What is needed here is every line of the records that includes "save".

(GIVEN DATA begins)

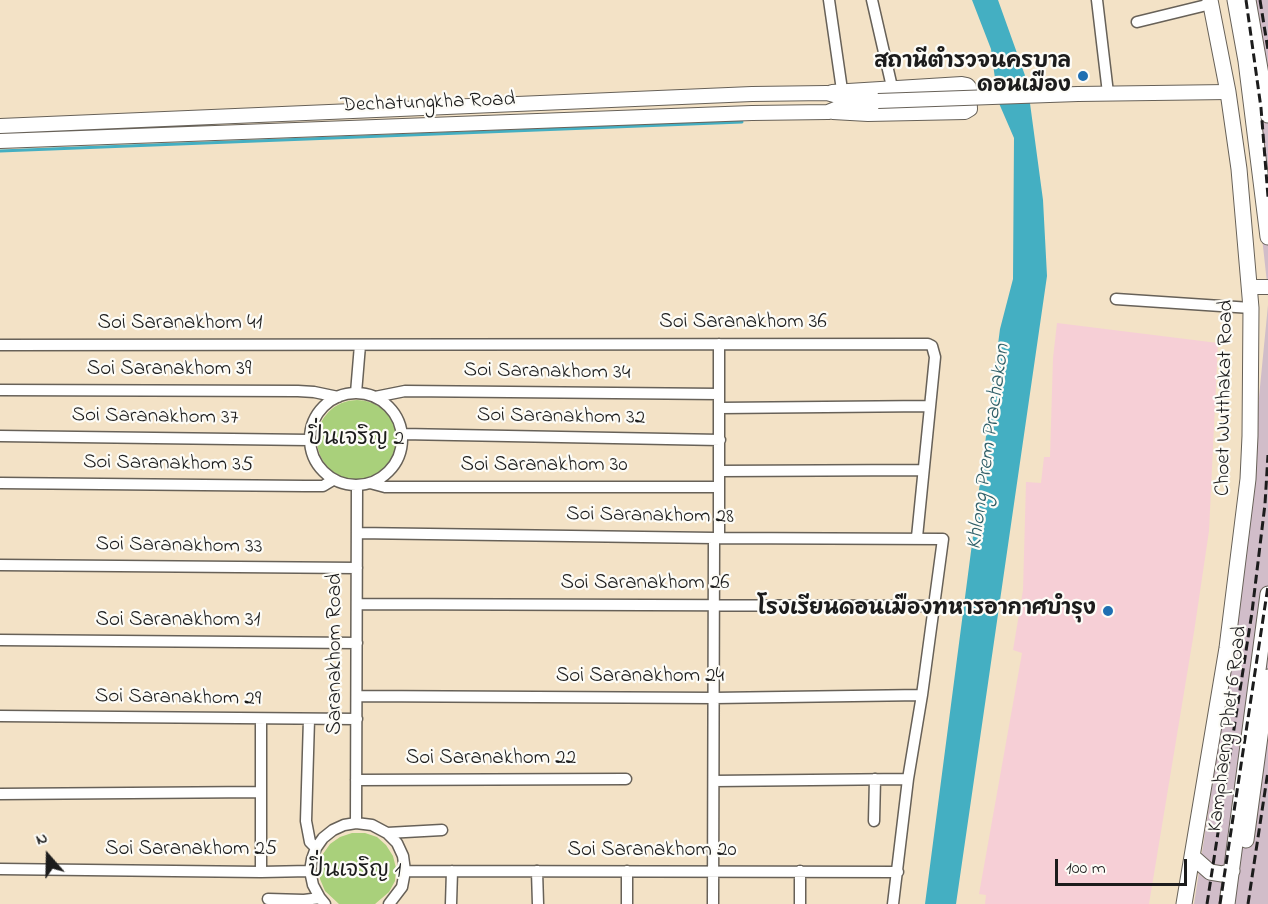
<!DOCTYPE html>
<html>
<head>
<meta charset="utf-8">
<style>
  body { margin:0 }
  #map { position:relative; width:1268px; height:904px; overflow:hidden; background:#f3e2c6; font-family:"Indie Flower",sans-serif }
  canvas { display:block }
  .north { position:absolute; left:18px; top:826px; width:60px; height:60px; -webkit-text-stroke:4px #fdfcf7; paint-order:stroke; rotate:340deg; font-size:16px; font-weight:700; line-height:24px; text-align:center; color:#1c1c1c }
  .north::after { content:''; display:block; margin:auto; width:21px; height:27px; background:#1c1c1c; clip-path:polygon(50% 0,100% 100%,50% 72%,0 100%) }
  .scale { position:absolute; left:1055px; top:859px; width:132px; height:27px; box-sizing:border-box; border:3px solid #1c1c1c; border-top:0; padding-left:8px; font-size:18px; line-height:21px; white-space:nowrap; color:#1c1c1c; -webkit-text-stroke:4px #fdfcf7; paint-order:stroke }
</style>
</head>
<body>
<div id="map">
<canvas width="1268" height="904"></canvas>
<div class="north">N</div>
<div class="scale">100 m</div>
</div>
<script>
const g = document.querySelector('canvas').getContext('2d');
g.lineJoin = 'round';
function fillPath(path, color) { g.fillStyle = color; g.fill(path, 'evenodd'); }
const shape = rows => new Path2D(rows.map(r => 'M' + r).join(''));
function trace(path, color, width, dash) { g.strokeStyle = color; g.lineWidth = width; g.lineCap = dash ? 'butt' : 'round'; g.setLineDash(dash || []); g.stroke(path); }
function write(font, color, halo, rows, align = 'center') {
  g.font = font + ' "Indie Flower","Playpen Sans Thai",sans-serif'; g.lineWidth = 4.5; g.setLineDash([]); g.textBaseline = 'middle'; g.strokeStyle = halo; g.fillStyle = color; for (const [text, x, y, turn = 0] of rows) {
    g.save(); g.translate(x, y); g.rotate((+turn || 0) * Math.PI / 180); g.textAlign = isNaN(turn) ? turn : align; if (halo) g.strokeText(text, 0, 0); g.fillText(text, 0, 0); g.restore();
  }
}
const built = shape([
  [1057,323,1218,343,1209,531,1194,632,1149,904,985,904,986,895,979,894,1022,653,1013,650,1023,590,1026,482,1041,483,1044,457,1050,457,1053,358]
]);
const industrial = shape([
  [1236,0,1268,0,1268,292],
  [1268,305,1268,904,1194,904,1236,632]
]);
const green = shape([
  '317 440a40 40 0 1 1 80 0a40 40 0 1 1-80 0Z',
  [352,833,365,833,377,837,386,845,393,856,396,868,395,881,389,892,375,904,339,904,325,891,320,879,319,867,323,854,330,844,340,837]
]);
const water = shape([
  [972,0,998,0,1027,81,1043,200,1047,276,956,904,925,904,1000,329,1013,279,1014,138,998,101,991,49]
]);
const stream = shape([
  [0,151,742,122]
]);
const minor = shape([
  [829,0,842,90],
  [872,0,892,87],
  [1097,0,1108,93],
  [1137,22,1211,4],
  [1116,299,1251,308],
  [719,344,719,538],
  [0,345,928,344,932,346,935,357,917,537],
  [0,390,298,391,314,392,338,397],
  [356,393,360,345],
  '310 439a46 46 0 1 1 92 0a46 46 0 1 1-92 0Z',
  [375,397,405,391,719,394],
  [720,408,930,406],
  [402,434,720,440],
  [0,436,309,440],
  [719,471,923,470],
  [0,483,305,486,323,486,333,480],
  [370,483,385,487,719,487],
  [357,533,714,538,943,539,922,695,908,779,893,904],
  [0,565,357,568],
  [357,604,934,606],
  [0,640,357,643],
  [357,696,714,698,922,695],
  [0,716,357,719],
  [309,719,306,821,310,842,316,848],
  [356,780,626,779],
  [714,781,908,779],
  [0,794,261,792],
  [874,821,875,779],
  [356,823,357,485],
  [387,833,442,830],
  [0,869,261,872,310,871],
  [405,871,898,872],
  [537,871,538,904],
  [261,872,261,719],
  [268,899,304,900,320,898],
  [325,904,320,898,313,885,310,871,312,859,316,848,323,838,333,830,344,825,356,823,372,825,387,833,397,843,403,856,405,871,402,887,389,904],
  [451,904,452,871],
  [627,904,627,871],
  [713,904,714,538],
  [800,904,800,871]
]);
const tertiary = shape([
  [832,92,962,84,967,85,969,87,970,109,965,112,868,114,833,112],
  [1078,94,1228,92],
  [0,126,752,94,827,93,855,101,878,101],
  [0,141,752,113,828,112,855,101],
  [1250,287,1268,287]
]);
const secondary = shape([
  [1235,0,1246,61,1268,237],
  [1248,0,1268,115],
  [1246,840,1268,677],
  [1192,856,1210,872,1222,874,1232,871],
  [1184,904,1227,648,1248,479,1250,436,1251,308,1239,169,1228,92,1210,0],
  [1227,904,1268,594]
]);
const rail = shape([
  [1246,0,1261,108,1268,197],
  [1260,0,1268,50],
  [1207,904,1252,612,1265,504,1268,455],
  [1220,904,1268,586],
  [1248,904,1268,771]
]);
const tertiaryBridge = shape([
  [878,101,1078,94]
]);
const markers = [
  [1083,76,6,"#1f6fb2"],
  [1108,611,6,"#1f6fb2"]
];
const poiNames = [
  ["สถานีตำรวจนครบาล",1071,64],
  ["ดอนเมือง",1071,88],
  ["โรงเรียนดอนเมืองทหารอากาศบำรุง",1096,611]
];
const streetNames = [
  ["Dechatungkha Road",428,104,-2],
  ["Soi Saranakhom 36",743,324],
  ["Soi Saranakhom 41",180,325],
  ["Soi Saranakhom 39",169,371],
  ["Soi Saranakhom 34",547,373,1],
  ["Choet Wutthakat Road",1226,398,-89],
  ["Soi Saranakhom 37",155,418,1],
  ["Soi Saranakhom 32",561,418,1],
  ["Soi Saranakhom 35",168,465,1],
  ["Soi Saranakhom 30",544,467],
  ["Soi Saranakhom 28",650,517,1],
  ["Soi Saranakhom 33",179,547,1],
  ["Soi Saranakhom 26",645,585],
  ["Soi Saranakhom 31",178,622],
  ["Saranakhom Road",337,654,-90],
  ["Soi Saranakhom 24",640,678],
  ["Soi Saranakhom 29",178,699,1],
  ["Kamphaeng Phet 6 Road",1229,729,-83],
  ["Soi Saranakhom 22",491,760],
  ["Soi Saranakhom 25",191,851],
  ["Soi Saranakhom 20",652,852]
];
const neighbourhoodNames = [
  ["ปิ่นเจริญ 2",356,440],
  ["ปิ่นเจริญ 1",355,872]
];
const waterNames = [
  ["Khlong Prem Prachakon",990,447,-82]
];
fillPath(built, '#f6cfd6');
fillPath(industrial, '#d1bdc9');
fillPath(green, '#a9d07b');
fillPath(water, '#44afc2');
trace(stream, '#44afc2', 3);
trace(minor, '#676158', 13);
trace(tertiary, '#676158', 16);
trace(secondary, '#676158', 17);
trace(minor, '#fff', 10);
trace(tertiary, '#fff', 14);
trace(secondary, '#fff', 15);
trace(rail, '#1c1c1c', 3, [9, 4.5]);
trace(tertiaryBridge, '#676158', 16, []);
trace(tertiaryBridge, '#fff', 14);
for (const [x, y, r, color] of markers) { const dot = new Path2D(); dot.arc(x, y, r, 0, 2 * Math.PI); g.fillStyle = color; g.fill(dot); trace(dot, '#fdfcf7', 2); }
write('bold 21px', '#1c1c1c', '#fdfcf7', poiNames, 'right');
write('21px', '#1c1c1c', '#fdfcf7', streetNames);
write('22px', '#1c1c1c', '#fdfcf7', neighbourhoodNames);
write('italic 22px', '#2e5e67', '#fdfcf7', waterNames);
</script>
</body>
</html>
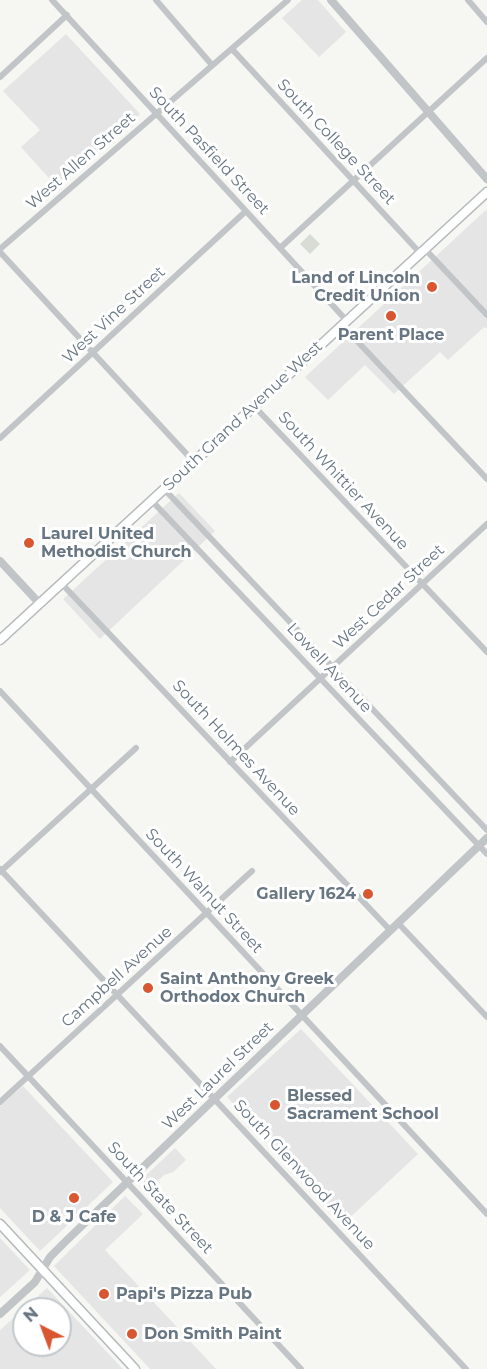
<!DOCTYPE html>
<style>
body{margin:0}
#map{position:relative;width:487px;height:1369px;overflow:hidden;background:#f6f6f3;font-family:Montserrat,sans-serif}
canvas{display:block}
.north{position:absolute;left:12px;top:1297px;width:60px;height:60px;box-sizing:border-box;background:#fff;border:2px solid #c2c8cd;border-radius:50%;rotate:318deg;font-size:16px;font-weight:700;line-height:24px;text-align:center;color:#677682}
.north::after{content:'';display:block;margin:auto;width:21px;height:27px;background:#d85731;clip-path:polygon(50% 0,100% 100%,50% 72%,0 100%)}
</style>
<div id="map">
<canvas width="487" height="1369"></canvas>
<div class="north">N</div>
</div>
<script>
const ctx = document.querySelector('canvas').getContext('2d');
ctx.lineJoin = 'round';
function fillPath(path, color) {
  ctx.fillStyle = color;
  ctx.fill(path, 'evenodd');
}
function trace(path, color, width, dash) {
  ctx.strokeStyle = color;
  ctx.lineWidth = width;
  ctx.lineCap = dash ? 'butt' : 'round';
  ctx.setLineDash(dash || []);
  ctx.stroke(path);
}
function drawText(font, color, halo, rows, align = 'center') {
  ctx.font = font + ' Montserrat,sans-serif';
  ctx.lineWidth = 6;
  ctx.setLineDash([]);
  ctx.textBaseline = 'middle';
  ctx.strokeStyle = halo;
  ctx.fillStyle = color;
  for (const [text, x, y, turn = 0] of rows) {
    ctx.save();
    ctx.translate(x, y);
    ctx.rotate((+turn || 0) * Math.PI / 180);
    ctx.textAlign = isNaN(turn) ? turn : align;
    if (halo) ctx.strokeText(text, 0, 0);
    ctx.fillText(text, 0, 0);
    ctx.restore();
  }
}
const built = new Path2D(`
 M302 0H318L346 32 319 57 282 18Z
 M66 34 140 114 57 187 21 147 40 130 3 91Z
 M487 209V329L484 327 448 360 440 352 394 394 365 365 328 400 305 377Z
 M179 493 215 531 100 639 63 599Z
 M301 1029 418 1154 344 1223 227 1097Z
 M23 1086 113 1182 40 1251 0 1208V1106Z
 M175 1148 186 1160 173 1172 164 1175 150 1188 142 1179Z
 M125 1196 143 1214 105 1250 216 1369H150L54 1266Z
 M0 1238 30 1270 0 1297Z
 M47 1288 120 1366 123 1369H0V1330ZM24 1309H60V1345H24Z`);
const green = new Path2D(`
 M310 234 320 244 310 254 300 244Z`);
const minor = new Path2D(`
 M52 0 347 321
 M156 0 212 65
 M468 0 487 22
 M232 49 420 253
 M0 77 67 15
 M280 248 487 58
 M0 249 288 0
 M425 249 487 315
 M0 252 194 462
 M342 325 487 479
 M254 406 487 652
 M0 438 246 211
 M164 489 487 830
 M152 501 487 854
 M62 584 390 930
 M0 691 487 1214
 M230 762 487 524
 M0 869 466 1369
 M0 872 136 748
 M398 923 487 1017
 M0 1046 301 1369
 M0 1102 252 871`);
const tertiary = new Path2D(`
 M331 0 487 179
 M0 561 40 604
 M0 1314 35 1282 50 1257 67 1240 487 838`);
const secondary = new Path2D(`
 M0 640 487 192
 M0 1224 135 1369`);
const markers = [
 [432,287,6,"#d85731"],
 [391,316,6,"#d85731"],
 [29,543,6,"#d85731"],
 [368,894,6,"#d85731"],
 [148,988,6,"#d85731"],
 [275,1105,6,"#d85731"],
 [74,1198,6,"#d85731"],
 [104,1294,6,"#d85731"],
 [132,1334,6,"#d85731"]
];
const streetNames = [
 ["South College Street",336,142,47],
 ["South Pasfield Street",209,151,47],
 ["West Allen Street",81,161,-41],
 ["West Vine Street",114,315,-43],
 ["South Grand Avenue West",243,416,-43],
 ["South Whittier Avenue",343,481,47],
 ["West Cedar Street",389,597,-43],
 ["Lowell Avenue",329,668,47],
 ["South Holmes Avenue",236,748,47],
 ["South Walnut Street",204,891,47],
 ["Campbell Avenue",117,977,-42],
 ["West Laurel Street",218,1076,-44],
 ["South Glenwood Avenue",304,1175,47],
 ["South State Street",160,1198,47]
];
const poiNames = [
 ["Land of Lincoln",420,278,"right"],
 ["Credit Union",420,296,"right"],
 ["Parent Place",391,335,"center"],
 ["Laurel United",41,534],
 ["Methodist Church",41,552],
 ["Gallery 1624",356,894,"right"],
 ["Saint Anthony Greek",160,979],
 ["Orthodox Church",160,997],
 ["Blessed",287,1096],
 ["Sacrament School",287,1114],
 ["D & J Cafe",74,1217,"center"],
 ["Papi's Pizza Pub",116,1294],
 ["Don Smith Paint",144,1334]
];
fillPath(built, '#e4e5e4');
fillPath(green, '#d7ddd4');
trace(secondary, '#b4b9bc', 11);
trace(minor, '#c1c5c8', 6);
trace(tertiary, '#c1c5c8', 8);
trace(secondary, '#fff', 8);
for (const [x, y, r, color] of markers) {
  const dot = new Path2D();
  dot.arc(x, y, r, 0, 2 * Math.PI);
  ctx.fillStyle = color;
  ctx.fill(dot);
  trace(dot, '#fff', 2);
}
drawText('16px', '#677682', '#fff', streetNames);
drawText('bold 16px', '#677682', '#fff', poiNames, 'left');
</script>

(GIVEN DATA ends)

■ RESULT OF THIS EXERCISE:
    g.save(); g.translate(x, y); g.rotate((+turn || 0) * Math.PI / 180); g.textAlign = isNaN(turn) ? turn : align; if (halo) g.strokeText(text, 0, 0); g.fillText(text, 0, 0); g.restore();
    ctx.save();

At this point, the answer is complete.